Thoughts such as Cole and I and our lonesome, half-forgotten adventures in the backyard. Cole and the unplanned trip to the clinic. Cole and his mother … and mine.
I'm still lost in my thoughts when I return to Cole's bedroom, finding him sleeping exactly as he was before, cuddling the pillow with the sheets pulled up to his shoulders. I slip into bed next to him unnoticed, then spoon him. He stirs only slightly, nuzzling his body against mine.
As I cuddle him, the rest of Mrs. Harding's words return to me, how she thinks I've been good for Cole.
It may scare me a little bit, these big feelings that have been building inside of me all of this time, ever since Cole tackled me to the pavement of Main Street to protect me.
These feelings that I've been nervous to identify.
It's a bit like stepping into a dark room, with no certainty of what awaits you there, with just as much of a fear of something terrible and dangerous as there might be something amazing and worth the pursuit.

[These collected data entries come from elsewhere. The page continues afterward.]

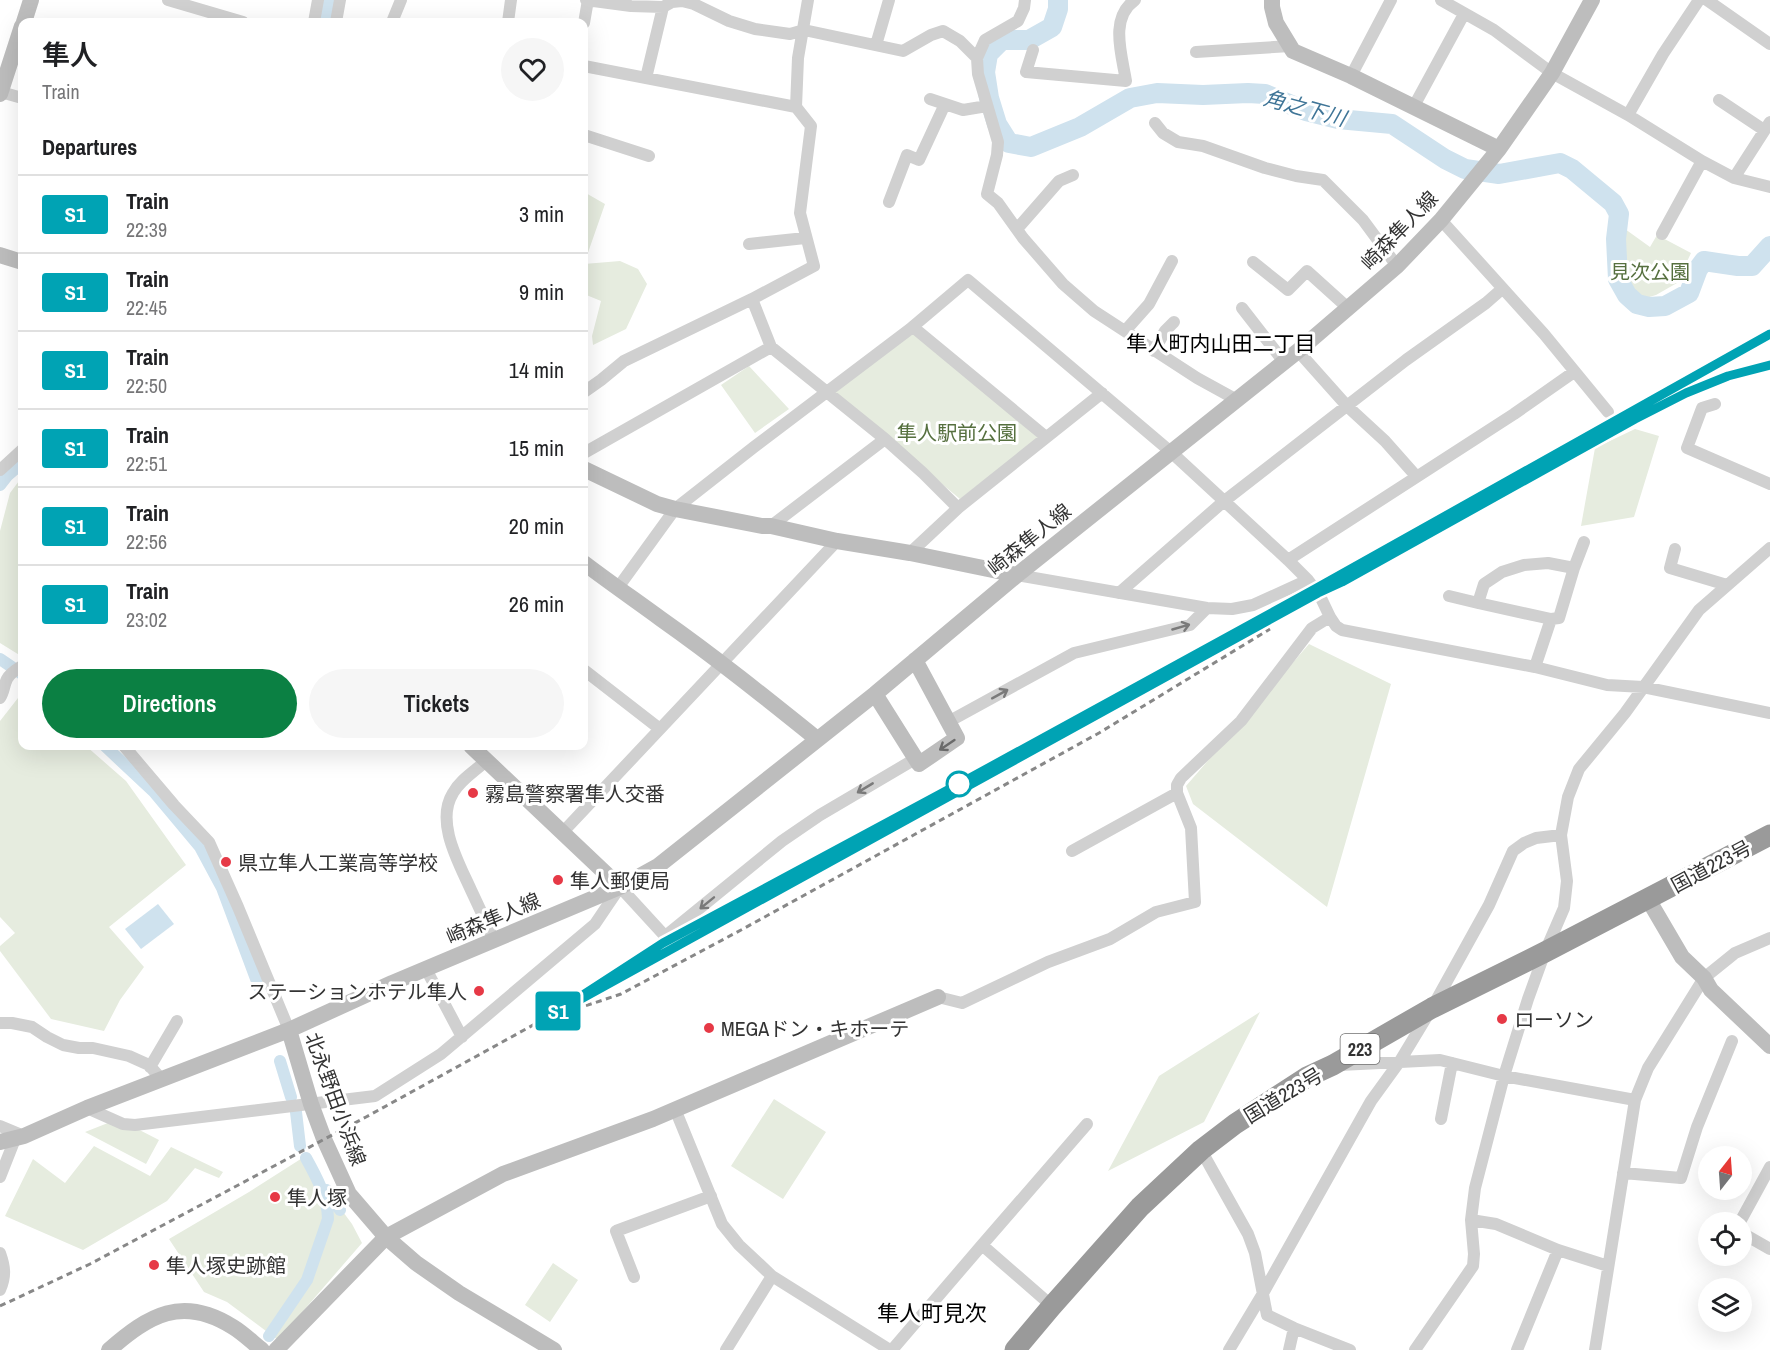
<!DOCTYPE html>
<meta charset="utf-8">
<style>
:root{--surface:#fff;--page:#f6f6f6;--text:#202124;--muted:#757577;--line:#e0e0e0;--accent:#0b8043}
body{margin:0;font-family:"Archivo Narrow","Noto Sans JP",sans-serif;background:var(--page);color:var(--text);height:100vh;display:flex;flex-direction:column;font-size:22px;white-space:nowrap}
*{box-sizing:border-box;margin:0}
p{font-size:20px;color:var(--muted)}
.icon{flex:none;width:33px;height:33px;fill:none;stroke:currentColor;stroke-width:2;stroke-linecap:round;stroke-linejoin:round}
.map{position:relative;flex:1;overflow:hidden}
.panel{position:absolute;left:18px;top:18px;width:570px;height:732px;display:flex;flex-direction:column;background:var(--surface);border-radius:12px;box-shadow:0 6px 24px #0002}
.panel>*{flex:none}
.badge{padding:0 12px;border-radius:4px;font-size:21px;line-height:39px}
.needle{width:39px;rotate:17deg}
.buttons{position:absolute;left:1698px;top:1146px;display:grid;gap:12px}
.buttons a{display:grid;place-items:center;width:54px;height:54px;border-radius:50%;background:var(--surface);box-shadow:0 6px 24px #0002;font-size:30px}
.map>.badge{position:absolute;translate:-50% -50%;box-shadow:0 0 0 3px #fff}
h2{padding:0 24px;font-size:22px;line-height:54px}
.round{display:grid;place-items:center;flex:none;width:63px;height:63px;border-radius:32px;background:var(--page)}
.head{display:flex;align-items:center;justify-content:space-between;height:102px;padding:0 24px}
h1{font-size:28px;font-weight:600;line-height:45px}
.primary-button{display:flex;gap:12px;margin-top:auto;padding:12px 24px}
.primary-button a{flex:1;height:69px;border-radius:36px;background:var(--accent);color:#fff;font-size:24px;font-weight:600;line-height:69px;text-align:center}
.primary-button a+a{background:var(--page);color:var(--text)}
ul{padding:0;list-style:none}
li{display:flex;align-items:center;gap:18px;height:78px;padding:0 24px;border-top:2px solid var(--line)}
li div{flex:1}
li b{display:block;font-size:22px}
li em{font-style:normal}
li .badge{min-width:66px;font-weight:700;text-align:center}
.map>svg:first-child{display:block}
.green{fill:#e6ecdf}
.water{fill:#cfe2ee}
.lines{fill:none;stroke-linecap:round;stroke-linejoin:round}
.canal{stroke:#cfe2ee;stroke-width:12}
.river{stroke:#cfe2ee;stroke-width:20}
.street{stroke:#d0d0d0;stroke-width:12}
.secondary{stroke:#bdbdbd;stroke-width:16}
.highway{stroke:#9a9a9a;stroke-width:21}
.rail{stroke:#888;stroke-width:3;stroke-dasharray:6 4.5;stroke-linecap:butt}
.oneway{stroke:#7a7a7a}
.oneway2{stroke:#6a6a6a}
.line-casing{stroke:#fff;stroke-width:14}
.line{stroke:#00a3b4;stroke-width:9}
.stop-dot{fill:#fff;stroke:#00a3b4;stroke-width:3}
.poi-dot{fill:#e63946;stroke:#fff;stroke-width:2}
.labels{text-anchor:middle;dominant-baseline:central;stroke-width:6;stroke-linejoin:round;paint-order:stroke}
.shield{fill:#fff;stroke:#707070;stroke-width:1.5}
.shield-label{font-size:18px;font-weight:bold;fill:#333}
.street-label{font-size:20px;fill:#333;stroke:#fff}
.park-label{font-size:20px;fill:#56703f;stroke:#fff}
.poi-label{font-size:20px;fill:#333;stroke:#fff;text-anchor:start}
.water-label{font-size:21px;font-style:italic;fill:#3f7597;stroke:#fff}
.neighbourhood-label{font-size:21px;fill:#000;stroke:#fff}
.quarter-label{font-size:22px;fill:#000;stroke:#fff}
</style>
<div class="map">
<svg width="1770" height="1350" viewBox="0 0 1770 1350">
<rect width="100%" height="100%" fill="#fff"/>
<path class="green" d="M584,192L605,204L584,264L620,261L638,269L647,284L626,329L593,345L592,336L601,301L584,294Z
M1625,229L1650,247L1657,235L1691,253L1677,283L1656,295L1646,298C1642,296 1636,294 1633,292C1614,276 1621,249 1625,229Z
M912,330L1040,437L960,499L833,393Z
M749,366L789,409L755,433L721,385Z
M1635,429L1659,436L1634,517L1581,526L1595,448Z
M22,477V655L21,656L0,643V531L10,493Z
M1309,644L1391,684L1327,907L1193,804L1186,786Z
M18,698H22V746H86L126,781L186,865L109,927L144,967L120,1000L104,1031L51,1019L0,951V946L15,933L0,917V721Z
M1260,1012L1204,1122L1108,1171L1159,1076Z
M774,1099L826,1132L783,1199L731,1166Z
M118,1119L159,1140L146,1164L85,1132Z
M94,1146L150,1176L171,1147L223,1172L219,1178L195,1168L167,1201L83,1250L5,1216L33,1159L65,1183Z
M307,1155L332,1197L352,1224L362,1243L278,1340L227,1302L204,1292L169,1239L249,1192Z
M553,1263L578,1280L550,1322L525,1305Z"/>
<path class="water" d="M158,904L174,924L141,949L125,929Z"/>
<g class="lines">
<path class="canal" d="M325,22L329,0
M0,485L7,476L22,463
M0,659L22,674
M105,746L154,792L200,847L222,888L259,987
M280,1061L291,1097
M296,1112L300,1146
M327,1190L340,1210
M269,1336L307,1280L328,1219C328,1198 316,1176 306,1158"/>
<path class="river" d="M1058,0V9L1052,27L1029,40H1002L988,54L985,72L989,98L997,124L1009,143L1031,147L1080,127L1130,98L1157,93L1203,95L1248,93L1265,94L1306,111L1338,119L1392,124L1445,159L1465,169L1499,174L1560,163L1572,169L1613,203L1619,214L1616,239L1618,279L1627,295L1637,304L1649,307L1665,306L1689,293L1698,269L1704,261L1738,266H1752L1770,246"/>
<path class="street" d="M168,0L243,22
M586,0L631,6L663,7L672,2L682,1L694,4L729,21L755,29L790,34L804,30L903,51L931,35L943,31L960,41L977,58
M808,0L798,58L796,107L811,126L800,213L814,266L752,299L771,347L885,439L923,473L958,508
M1025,0L1024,8L1018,21L985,40L977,58L978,74L998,142L997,155L987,194L998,203L1023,238L1063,284L1094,311L1197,378L1237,400
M1441,0L1494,30L1552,73L1628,115L1702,161L1734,178L1770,187
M1707,0L1770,44
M314,22L318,0
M336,22L340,0
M392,22L401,0
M508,22L511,0
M584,23L588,0
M876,45L889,0
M1033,50L1026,72L1126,81C1122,55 1109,18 1135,0
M1196,52L1290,46
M584,66L796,107
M1351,76L1391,0
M646,78L663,7
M1,92L22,98
M930,99L963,110L987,106
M1719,100L1764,130
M1414,106L1464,14
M1628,115L1663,54L1699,0
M1155,123L1163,133L1178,142L1203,146L1265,168L1296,176L1323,180L1363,220L1397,266
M584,135L649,156
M1734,178L1770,122
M889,202L907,155L919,160L945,104
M1441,220L1544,334L1608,412
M1017,229L1059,181L1073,175
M1662,234L1702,161
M749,244L805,238
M1253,262L1288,290L1307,271L1348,308
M1242,308L1284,362
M913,327L1046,437
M1125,331L1149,304L1172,261
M1154,351L1165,331L1174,322
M1298,351L1347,406L1385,441L1416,476
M584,392L601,380L624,361L752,299
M1715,404L1702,408L1687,448L1770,484
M584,453L771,347
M0,470L22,450
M771,526L885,439
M1675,549L1670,568L1727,585
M910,553L958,508L1102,393
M1288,560L1514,414L1574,372
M1574,568L1584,542
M1017,575L1207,608L1232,609L1253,605L1308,580
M617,589L675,509L754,447L910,329L968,280L1171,452L1288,560L1308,580L1320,596L1330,617L1336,626L1342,630L1535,667L1607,685L1643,687L1770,713
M1119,593L1223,502L1406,360L1486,303L1502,289
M1449,596L1478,603
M1535,667L1551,619L1559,618L1574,568L1548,563L1524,565L1502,572L1484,584L1478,603L1551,619
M584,670L660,729
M0,698C4,692 4,685 7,679C10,673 17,669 22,666
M948,722L1074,653L1190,625L1207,608
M124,746L174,805L209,842L238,907L289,1030
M486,761C475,771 460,780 453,793C435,822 459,863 471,890C479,907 487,924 494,941
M562,833L837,541
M1072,851L1177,793
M426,969L462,1037
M938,997L962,1003L1048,962L1110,939L1156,912L1195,902L1191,828L1177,793V785L1181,778L1241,721L1312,628L1330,617
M0,1023H12L32,1027L47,1037L63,1045L79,1048H93L129,1056L149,1065L162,1080
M1340,1065L1440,1060L1504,1076L1635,1100
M150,1067L177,1021
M87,1108L123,1124L135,1125L375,1096L441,1054L595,924L620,887L664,935L668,934L782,841L820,815L915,759
M675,1109L722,1224L739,1245L772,1276
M1441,1119L1452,1063
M0,1126L24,1136
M1201,1150L1248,1234L1255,1253L1267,1315L1294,1328L1350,1350
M1623,1173L1681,1178L1697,1127L1732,1041
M0,1177L15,1139
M1471,1220L1496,1224L1558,1250L1608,1266
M1740,1222L1770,1167
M1742,1233L1770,1249
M982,1245L1087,1124
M0,1253C5,1267 6,1276 0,1290
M634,1277L616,1231L711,1196
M726,1350L772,1276L890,1350
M892,1350L982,1245L1052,1306
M1229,1350L1262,1295L1371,1101L1400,1061L1432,1008L1489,905L1513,851L1524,843L1536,838L1561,835
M1289,1350L1294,1328
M1415,1350L1473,1266L1474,1254L1471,1220L1475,1188L1504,1076L1528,999L1545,952L1564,908L1567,881L1561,835L1568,797L1579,769L1625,713L1699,610L1770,548
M1517,1350L1558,1250
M1595,1350L1635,1100L1648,1068L1704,978L1735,953L1770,938"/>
<path class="secondary" d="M1272,0V7L1276,23L1293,51L1351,76L1499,149
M24,22L31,0
M0,94L22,26
M0,255L22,262
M584,469L657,504L675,509L762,526H771L837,541L910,553L1017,575
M584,563C609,582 635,600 661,619C715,657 766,698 817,739
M875,694L919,764L957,738L915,660
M471,746L620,887
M1648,899L1682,957L1704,978L1711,990L1770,1046
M289,1030L311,1104L324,1139L349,1194L386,1237L416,1263L459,1293L554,1350
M0,1142L24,1136L87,1108L289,1030L392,983L620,887L658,866L875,694L1017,575L1298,351L1397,266L1441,220L1499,149L1552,73L1592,0
M109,1350C149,1315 182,1295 233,1327C243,1333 252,1342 262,1350
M276,1350L386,1237L503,1174L653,1119L938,997"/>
<path class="highway" d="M1015,1350L1052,1306L1140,1207L1201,1150L1235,1124L1307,1077L1333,1065L1432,1008L1545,952L1770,835"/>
<path class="rail" d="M1652,401L1770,334
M1335,586L1442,525L1635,419L1686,393L1728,376L1770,365
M643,956L698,925
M576,1009L621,994L741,930L1099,733L1270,629
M0,1306L90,1264L366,1117L1318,593L1342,582"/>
</g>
<defs><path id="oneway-shaft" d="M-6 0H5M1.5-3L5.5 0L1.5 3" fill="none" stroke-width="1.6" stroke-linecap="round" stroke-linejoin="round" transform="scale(1.5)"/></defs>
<g class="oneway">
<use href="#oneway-shaft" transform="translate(1181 627) rotate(-16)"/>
<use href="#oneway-shaft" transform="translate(1000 694) rotate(-29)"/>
<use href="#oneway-shaft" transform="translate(865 788) rotate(149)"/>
<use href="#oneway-shaft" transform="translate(707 903) rotate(141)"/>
</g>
<use class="oneway2" href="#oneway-shaft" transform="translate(947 745) rotate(146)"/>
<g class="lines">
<g class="line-casing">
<path id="line" d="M1770,334L1315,589L959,784L663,943L552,1015L1318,593L1342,582L1635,419L1686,393L1728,376L1770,365"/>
</g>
<use href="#line" class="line"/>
</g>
<circle class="stop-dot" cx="959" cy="784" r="12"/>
<g class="poi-dot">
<circle cx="473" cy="793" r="6"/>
<circle cx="226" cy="862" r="6"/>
<circle cx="558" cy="880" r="6"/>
<circle cx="479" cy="991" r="6"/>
<circle cx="1502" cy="1019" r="6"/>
<circle cx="709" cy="1028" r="6"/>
<circle cx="275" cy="1197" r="6"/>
<circle cx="154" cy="1265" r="6"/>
</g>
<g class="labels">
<rect class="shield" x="1340.5" y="1034" width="39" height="30" rx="4.5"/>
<g class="shield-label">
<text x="1360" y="1049">223</text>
</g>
<g class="street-label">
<text transform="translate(1399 230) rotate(-46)">崎森隼人線</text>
<text transform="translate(1029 539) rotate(-39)">崎森隼人線</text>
<text transform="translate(1711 866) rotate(-28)">国道223号</text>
<text transform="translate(493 918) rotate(-23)">崎森隼人線</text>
<text transform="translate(1283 1095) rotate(-31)">国道223号</text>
<text transform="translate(336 1099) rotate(70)">北永野田小浜線</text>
</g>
<g class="park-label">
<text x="1650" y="271">見次公園</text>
<text x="957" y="432">隼人駅前公園</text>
</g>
<g class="poi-label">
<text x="485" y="793">霧島警察署隼人交番</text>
<text x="238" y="862">県立隼人工業高等学校</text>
<text x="570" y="880">隼人郵便局</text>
<text x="467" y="991" text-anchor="end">ステーションホテル隼人</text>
<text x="1514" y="1019">ローソン</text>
<text x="721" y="1028">MEGAドン・キホーテ</text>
<text x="287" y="1197">隼人塚</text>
<text x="166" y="1265">隼人塚史跡館</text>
</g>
<g class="water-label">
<text transform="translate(1305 108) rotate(15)">角之下川</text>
</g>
<g class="neighbourhood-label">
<text x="1221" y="343">隼人町内山田二丁目</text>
</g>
<g class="quarter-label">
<text x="932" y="1313">隼人町見次</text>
</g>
</g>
</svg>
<div class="buttons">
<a><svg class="needle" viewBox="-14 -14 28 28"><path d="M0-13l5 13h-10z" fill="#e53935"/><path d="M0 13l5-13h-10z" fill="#757577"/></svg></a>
<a><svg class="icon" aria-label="locate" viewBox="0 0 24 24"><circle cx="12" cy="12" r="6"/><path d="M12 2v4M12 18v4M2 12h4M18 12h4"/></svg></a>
<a><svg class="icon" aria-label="layers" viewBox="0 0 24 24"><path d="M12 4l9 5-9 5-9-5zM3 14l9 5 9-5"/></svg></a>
</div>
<b class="badge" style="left:558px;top:1011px;background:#00a3b4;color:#fff">S1</b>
<section class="panel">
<div class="head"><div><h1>隼人</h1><p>Train</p></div><a class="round"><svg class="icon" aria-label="heart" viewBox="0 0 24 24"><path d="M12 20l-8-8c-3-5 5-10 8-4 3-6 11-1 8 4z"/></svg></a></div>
<h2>Departures</h2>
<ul>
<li><span class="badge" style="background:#00a3b4;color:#fff">S1</span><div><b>Train</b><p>22:39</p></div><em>3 min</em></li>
<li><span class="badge" style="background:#00a3b4;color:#fff">S1</span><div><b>Train</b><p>22:45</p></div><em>9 min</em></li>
<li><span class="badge" style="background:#00a3b4;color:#fff">S1</span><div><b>Train</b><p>22:50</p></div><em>14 min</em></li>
<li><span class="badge" style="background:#00a3b4;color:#fff">S1</span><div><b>Train</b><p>22:51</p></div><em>15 min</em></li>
<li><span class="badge" style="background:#00a3b4;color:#fff">S1</span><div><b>Train</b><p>22:56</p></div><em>20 min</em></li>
<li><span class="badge" style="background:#00a3b4;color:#fff">S1</span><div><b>Train</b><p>23:02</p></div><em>26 min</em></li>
</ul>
<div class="primary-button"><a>Directions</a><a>Tickets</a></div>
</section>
</div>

I think I'm starting to realize I am willing to brave the dark for him. I am willing to take the leap.
I want to be courageous enough to deserve someone who is as amazing, as thoughtful, and as wholehearted as Cole.
I want to be his boyfriend.
With a smile on my lips and just a pinch of fear in my heart, I reach back and flick off the nightlight. In the pure darkness of his bedroom, the sound of our soft breaths lost to the sheets, I realize I have never felt more safe in the dark than I do right now, with Cole wrapped tightly in my arms.